Why are we listening to this freak?
     Because he is an EMPLOYER
     and we are under-employed.


“YES YOU WOULD!  WE WILL REVEAL IT ALL!
“THE WHOLE DARK HELL OF THE HUMAN SOUL!
“WE HAVE THE GUTS TO FILM IT AND I WANT TO
“KNOW IF YOU HAVE THE GUTS TO PLAY IT!”

What he wants to know is, are we willing
     to play girl corpses
     with our vaginas sticking up out of the sand.


The three other girls are from Iowa. They played “Sandy”
in the Lansing High School production of Grease.
They have glossies
and they are listening to this brain-damaged tarantula.
and I am listening to this brain-damaged tarantula.

But I am 8000 years old.  Yes I am.

So when we step out into the California storm,
and hear him screaming back in his production office,
my little sisters don’t know that
I have psychokinetically twisted his eyes back into his head

and as his sockets drip blood and mascara, he is looking
straight into his own brain and he can’t stop screaming.

That’s the kind of thing you can do when you’re 8000 years old.

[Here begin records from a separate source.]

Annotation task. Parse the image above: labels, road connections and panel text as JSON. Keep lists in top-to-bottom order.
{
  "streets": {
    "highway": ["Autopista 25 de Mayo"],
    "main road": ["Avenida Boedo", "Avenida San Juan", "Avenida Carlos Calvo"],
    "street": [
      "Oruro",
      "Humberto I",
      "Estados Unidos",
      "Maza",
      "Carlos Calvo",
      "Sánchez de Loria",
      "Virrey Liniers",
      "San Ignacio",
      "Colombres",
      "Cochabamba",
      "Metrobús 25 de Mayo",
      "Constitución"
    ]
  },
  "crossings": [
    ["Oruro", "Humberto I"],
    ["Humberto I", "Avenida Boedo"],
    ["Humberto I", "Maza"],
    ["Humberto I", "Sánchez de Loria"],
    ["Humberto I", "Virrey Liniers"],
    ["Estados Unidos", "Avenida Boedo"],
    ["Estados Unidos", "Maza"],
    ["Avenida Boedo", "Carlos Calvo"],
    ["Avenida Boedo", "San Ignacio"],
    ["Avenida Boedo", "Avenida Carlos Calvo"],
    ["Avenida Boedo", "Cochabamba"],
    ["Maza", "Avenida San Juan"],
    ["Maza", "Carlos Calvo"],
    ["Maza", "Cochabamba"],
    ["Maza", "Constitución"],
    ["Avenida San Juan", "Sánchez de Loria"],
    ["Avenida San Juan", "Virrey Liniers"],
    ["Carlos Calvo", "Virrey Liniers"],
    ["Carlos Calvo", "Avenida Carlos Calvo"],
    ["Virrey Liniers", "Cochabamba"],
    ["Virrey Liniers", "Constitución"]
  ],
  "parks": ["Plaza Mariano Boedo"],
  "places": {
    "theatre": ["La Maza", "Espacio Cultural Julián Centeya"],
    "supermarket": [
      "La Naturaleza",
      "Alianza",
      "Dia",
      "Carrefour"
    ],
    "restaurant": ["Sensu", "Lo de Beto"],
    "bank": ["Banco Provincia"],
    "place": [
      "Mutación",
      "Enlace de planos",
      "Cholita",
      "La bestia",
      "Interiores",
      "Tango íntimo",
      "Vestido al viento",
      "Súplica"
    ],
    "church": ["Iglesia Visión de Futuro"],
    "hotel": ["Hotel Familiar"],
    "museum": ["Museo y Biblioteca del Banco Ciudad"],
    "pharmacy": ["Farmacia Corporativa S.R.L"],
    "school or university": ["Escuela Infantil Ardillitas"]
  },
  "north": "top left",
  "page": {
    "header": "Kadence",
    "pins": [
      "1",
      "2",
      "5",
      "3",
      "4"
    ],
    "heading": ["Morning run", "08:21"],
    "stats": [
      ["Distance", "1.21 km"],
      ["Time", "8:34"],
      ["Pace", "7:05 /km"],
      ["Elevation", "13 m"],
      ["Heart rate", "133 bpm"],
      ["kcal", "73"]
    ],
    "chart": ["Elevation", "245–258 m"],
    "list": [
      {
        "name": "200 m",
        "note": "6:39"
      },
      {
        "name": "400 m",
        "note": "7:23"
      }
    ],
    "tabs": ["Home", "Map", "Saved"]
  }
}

And you know what else I can do?
I can read flags.

And this flag says, “My tongue is in New York and my anus is in    
Los Angeles.
I eat dollars made of Mexicans and it comes out of LA as
TELEVISION.”

When you’re 8000 years old you can do all these things
But you can’t get a job, can you?

Unless you put your lips around the tarantula.

I’ll tell you what.

I’ll trade you your resume for this information:

Kill Mrs. Schneider because she lied to you in the third grade.
Kill Santa Claus because he lies to children day after day.
Kill everyone but Richard Nixon, because
            he told you the truth
              when he said,
                                    Evil is a full-time job.

[That’s what he told me when I was much younger than you.]

Navé: That captures all of this stuff that’s going on for sure.

Palast: Harvey Weinstein didn’t invent the casting couch. Obviously there’s more.

Navé: So in terms of the poetry you are writing, this piece that you just read, is performative. It’s almost like a monologue. It’s constructed so that it takes us into the grit of life. And much of the work you do from underneath the smokestacks, there’s a grit about it. Do you ever find any inclination to write in the direction of something that’s softer? Or is that something you’ve ever thought about doing?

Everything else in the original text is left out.